Deswegen glaube ich, wir sollten diesen Prozess jetzt in der konkreten Ausgestaltung – auch als Land Baden-Württemberg, in den gleichen Farben, nämlich Schwarz-Gelb, regiert – gemeinsam so umsetzen, wie es in dem Vertrag steht, und die Interessen der Bürgerinnen und Bürger, der Ärzte und der Krankenhäuser hier in diesem Land massiv mit in diesen Prozess einbringen.

(Beifall bei der FDP/DVP – Abg. Katrin Altpeter SPD: Wenn es im Koalitionsvertrag um eines nicht geht, dann um die Interessen der Versicherten!)

Das Wort erteile ich Herrn Abg. Hoffmann.

(Abg. Winfried Kretschmann GRÜNE: Jetzt bin ich gespannt, was Sie zum Angriff der FDP auf Ihre So- zialministerin sagen!)

Lieber Herr Kretschmann, wollen Sie reden, oder darf ich reden?

(Heiterkeit bei der CDU)

Herr Präsident, liebe Kolleginnen und Kollegen! Auch ich freue mich, dass wir nun in Berlin eine neue Bundesregierung haben. Lieber Uli Noll, das ist keine Frage.

(Beifall bei der CDU)

Ich finde allerdings, dass wir im Landtag von Baden-Würt temberg nicht den Bundestag nachspielen sollten, sondern dass wir uns tatsächlich mit der realen Situation hier im Gesundheitssystem von Baden-Württemberg und deren Auswirkungen befassen sollten.

Eines ist klar – das ist unsere Rolle –: Wir sind nicht die, die in Berlin gestalten, wir sind Landtagsabgeordnete – wir sind hier im Landtag von Baden-Württemberg –; wir sind diejenigen, die jetzt in der Situation sind, die Dinge zu bewerten, die

aus Berlin gekommen sind, unsere Spielräume auszuloten und zu schauen, was wir daraus machen können.

(Abg. Katrin Altpeter SPD: Das glaubt man gar nicht! – Abg. Ursula Haußmann SPD: Da muss man wirk- lich hinausgehen! – Abg. Bärbl Mielich GRÜNE: Man merkt wirklich, wie begeistert Sie sind!)

Wir waren bisher gut im Gestalten. Baden-Württemberg gilt im deutschen Gesundheitswesen nach wie vor als die Schweiz. Bei uns kann man gut alt werden, gesund alt werden. Liebe Frau Mielich, das werden auch Sie nicht bestreiten.

(Heiterkeit)

Jetzt darf man darauf hoffen – da gibt es mehr als Hoffnung –, dass uns der Koalitionsvertrag Gelegenheit bieten wird, hier weiter gut gestaltete Gesundheitspolitik zu machen.

Was kommt auf uns zu? Das kann man im Grunde genommen mit drei Schlagworten zusammenfassen: Besinnung auf dezentrale Strukturen, lieber Uli Noll, Bekenntnis zur flächendeckenden Versorgung – sehr wichtig für ein großes Bundesland – und mehr Luft zum Atmen für Patienten, für Leistungsanbieter und für Krankenkassen. Das sind die großen Überschriften aus dem Koalitionsvertrag, und die sind auch richtig.

(Abg. Alfred Winkler SPD: Bessere Luft wäre auch wirklich wichtig!)

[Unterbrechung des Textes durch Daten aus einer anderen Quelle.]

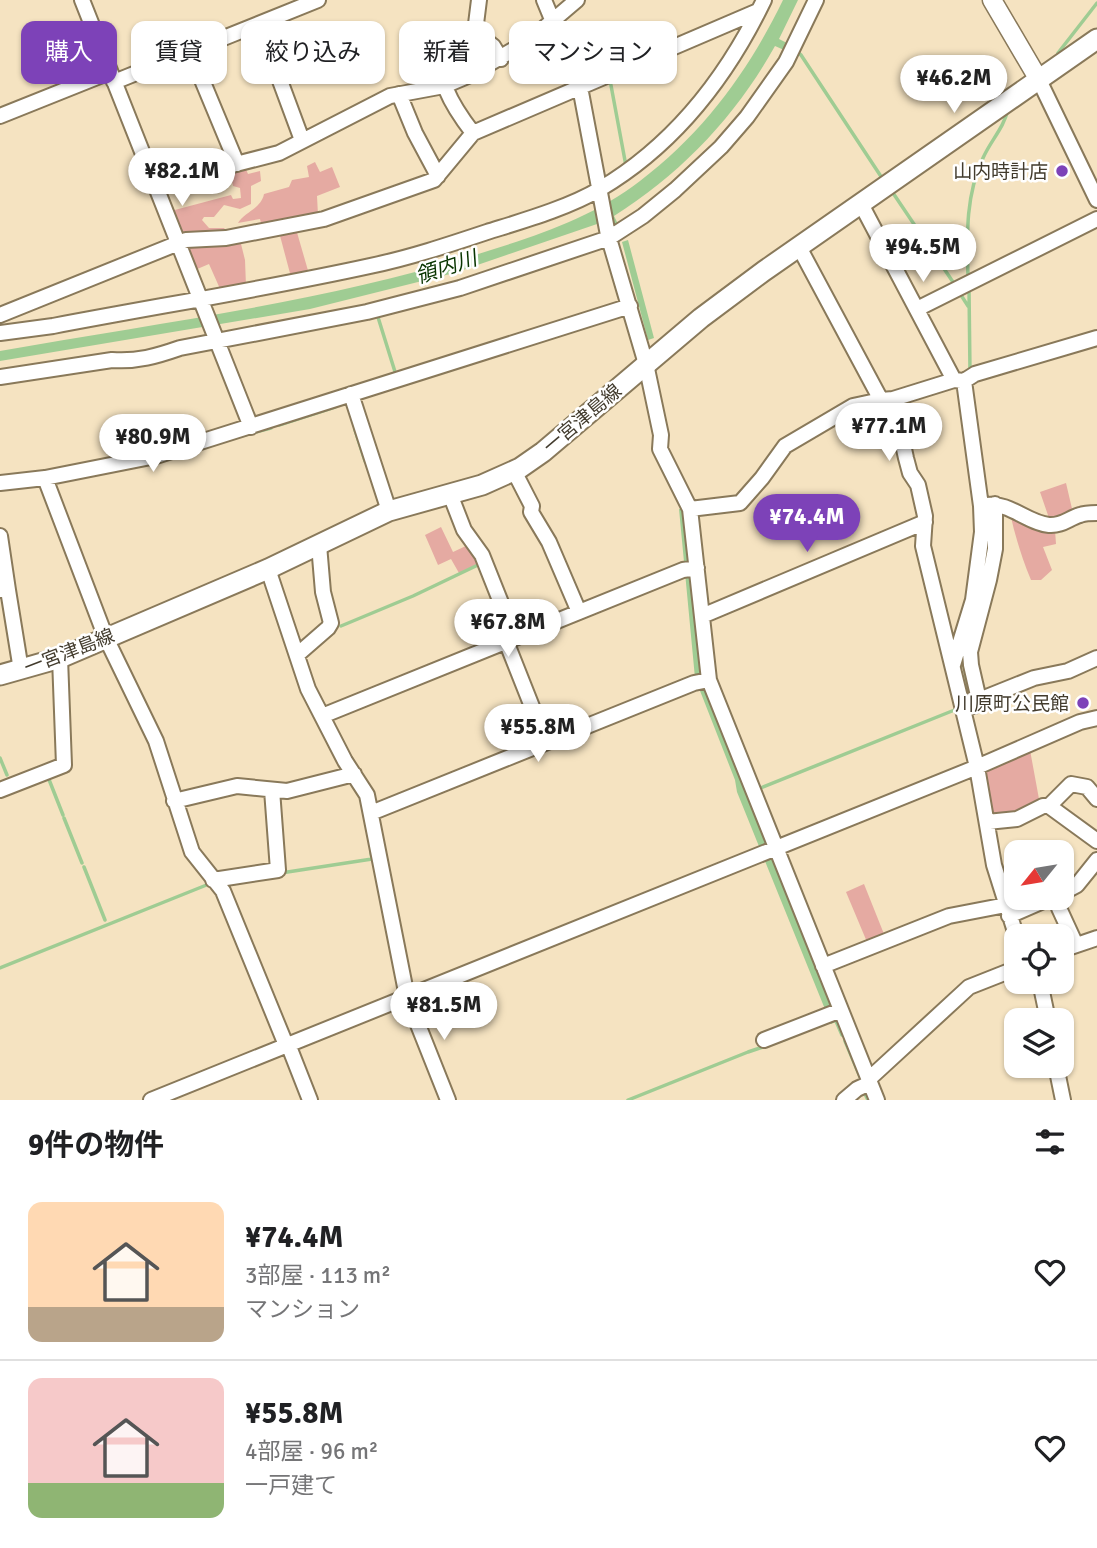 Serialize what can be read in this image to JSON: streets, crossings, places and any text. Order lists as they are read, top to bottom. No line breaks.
{"streets":{"main road":["一宮津島線"]},"water":["領内川"],"places":["山内時計店","川原町公民館"],"north":"bottom left","page":{"chip":["購入","賃貸","絞り込み","新着","マンション"],"price":["¥46.2M","¥82.1M","¥94.5M","¥77.1M","¥80.9M","¥74.4M","¥67.8M","¥55.8M","¥81.5M"],"heading":"9件の物件","list":[{"name":"¥74.4M","note":"3部屋 · 113 m² · マンション"},{"name":"¥55.8M","note":"4部屋 · 96 m² · 一戸建て"}]}}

Erste Bemerkung: Was passiert in Sachen Geld? Eigentlich wäre – der Gesundheitsfonds hat es ausgelöst – eine Beitragserhöhung nötig geworden. Die wird nicht gemacht, sondern es werden Steuermittel genutzt, um die Wirtschaft nicht mit zusätzlichen Beiträgen zu belasten und auch die Arbeitnehmerinnen und Arbeitnehmer sowie die Rentnerinnen und Rentner nicht mit zusätzlichen Beiträgen zu belasten. Ich glaube, darüber – jetzt im Blick zurück auf Baden-Württemberg – muss man froh sein. Kein Land ist so sehr wie Baden-Würt temberg von der Wirtschaftskrise betroffen, und kein anderes Land ist derart von einer Steigerung der künftigen Entwicklung in der Wirtschaft abhängig. Ich glaube, auch niemand hier im Saal hätte gewollt, dass eine Beitragserhöhung über Baden-Württemberg hereinbricht. Deswegen können wir alle froh sein, dass man sich für die nächsten zwei Jahre auf das Steuermodell verständigt hat.